To the Editor: We read with interest the Datapoints column by Humphreys and Horst (
1) in the August 2002 issue about the shift in substance abuse treatment from inpatient to outpatient services within the Department of Veterans Affairs (VA). The data prompted us to share some anecdotal observations from working on two inpatient psychiatry wards at a large VA hospital.
Although current admission criteria do not permit hospitalization of patients with substance use disorders alone, such patients nevertheless seem to constitute an increasing majority of our inpatients. Most are admitted with a dual diagnosis based on ubiquitous complaints of depression, suicidality, a potential for violence, or "hearing voices." However, in our experience, many of these complaints represent mislabeled, embellished, or feigned symptoms that often rapidly abate within the protective milieu of the ward, with sobriety, and without the need for standing psychotropic medications.
Rather than demonizing such complaints, we view them as a rational response to changes in the accessibility of psychiatric and social services to substance abusers and have come to call such behavior "iatrogenic malingering"—the willful misrepresentation of symptoms in order to gain access to more comprehensive or higher-quality care. Given the option of treatment in a noninpatient setting, in which medical and psychiatric care—and sometimes housing—are lacking and in which confrontational approaches are often used in addiction therapy, the desire to seek inpatient hospitalization as an alternative seems natural enough.

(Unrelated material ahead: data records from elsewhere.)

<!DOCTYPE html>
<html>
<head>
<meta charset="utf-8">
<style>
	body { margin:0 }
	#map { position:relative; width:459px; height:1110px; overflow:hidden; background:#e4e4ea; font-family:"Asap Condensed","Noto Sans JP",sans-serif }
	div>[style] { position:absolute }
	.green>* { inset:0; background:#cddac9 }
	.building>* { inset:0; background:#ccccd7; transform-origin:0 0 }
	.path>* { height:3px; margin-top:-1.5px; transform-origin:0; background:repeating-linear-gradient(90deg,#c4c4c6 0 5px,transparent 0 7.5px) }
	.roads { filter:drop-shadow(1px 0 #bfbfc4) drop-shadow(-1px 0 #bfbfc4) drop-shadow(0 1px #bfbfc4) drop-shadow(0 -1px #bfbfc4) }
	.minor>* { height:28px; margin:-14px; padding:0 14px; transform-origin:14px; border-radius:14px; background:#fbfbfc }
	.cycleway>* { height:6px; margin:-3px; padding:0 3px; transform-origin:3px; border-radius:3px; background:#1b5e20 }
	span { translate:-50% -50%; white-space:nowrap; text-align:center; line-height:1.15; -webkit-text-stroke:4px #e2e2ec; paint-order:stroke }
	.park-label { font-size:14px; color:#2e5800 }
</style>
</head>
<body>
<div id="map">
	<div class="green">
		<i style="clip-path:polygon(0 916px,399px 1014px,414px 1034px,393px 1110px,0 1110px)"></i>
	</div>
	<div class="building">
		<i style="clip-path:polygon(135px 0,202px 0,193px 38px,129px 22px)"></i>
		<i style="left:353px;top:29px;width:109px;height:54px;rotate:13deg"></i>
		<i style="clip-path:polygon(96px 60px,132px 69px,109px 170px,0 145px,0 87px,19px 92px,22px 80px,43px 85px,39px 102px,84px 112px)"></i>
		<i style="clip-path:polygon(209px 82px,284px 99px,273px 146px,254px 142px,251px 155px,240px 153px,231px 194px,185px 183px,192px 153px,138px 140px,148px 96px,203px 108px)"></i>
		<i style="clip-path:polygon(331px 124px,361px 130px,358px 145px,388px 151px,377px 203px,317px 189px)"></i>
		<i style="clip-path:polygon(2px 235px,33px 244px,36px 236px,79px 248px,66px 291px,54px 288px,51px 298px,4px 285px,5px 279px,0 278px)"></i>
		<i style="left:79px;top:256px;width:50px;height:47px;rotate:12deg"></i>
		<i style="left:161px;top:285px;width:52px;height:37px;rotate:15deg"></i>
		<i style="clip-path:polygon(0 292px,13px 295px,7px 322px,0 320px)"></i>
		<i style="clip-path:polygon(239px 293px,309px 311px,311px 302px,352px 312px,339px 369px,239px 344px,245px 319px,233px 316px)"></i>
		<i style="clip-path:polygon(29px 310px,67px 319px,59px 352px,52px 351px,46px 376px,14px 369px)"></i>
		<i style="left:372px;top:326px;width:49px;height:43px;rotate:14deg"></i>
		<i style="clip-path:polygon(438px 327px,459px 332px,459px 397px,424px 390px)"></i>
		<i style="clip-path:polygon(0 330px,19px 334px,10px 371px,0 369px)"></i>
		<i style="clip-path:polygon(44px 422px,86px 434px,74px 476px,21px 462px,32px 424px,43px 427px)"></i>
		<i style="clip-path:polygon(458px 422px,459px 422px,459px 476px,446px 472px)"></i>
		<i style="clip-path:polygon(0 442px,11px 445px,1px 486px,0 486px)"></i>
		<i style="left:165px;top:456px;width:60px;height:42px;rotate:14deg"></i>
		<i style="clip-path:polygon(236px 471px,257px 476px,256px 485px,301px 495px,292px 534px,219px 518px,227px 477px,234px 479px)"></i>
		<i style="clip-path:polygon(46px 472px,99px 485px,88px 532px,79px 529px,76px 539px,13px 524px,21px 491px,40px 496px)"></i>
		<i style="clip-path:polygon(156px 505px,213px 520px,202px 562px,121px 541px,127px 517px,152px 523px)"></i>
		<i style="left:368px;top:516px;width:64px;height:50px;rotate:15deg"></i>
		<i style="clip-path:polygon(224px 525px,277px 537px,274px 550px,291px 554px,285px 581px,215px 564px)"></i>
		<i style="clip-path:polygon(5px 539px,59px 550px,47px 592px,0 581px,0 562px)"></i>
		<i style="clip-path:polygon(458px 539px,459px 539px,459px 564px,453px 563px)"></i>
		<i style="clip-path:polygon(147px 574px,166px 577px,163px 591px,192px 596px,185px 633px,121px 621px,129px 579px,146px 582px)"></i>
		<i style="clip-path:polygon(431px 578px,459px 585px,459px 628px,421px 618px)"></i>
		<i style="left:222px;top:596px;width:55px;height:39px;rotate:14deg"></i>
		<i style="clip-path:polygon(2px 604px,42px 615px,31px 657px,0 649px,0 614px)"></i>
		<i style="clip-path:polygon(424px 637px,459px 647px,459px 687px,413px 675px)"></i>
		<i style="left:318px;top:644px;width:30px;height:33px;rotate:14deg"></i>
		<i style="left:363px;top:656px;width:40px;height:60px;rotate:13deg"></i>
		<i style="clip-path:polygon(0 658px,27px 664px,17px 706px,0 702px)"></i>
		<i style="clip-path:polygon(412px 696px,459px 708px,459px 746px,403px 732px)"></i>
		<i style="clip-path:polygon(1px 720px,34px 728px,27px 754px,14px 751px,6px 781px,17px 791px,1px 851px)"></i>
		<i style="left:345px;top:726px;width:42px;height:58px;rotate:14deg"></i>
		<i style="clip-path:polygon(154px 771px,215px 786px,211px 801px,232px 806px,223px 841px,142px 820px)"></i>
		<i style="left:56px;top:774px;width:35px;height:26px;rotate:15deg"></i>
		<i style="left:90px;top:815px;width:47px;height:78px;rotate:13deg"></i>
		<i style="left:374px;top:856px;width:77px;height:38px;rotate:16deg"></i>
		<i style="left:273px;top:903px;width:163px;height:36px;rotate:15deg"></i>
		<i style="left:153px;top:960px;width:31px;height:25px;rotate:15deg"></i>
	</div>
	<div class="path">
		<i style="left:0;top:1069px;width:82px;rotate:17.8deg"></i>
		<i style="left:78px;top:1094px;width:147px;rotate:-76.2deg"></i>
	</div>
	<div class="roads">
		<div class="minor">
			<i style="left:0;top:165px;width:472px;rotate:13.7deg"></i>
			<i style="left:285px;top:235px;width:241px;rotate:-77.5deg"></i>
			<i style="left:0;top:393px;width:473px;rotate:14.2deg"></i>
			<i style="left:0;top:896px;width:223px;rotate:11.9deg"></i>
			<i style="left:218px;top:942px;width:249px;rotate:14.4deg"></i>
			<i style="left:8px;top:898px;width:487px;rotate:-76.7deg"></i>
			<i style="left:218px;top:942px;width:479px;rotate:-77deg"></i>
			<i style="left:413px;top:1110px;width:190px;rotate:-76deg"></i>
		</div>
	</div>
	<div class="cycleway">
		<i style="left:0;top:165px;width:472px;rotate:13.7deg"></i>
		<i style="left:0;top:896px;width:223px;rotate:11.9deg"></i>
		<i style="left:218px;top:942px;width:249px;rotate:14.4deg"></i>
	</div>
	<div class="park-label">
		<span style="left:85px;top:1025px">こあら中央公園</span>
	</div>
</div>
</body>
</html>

This is an age-old problem. However, we believe that the shift in substance abuse treatment to outpatient settings that started in 1995 and the denial of federal disability income to patients whose disability is due solely to a substance use disorder, as mandated in the Contract With America Advancement Act of 1996, has created a climate in which having or feigning symptoms of comorbid psychiatric disorders can, more than ever, result in tangible benefits for patients. Our observations echo data from VA studies showing an increase in substance-related inpatient admissions and an apparent increase in psychiatric comorbidity among such patients since these policy changes were implemented (
2). Our observations also support the provocative finding of an increase in the reported incidence of hallucinations at posttreatment follow-up among VA substance abuse patients (
3).
It is not our intent to discount the considerable suffering endured by patients with substance use disorders. Rather, our concern is that recent policy changes have further reduced patients' incentives to accept the notion that substance abuse may be at the core of their suffering and that treatment should thus be focused on substance abuse. Also, clinicians may be more apt to give a patient "the benefit of the doubt" and diagnose a dual disorder if doing so will increase access to psychiatric, medical, social, and financial assistance. We believe that such a decision by clinicians is a disservice to patients, because they may be needlessly stigmatized by and treated for a disorder that they don't have and put at risk of harm from side effects of medication, such as weight gain and tardive dyskinesia. Furthermore, expectations for their recovery may be lower because clinicians and others believe that they have a dual diagnosis.
Currently, we cope with this dilemma by emphasizing careful diagnostic practice and by trying to reduce the incentives for iatrogenic malingering by teaching patients that they can receive necessary and comprehensive treatment for substance use disorders alone. Ultimately, however, the solution may require an increase in the quantity and quality of outpatient and residential services provided to patients with substance use disorders.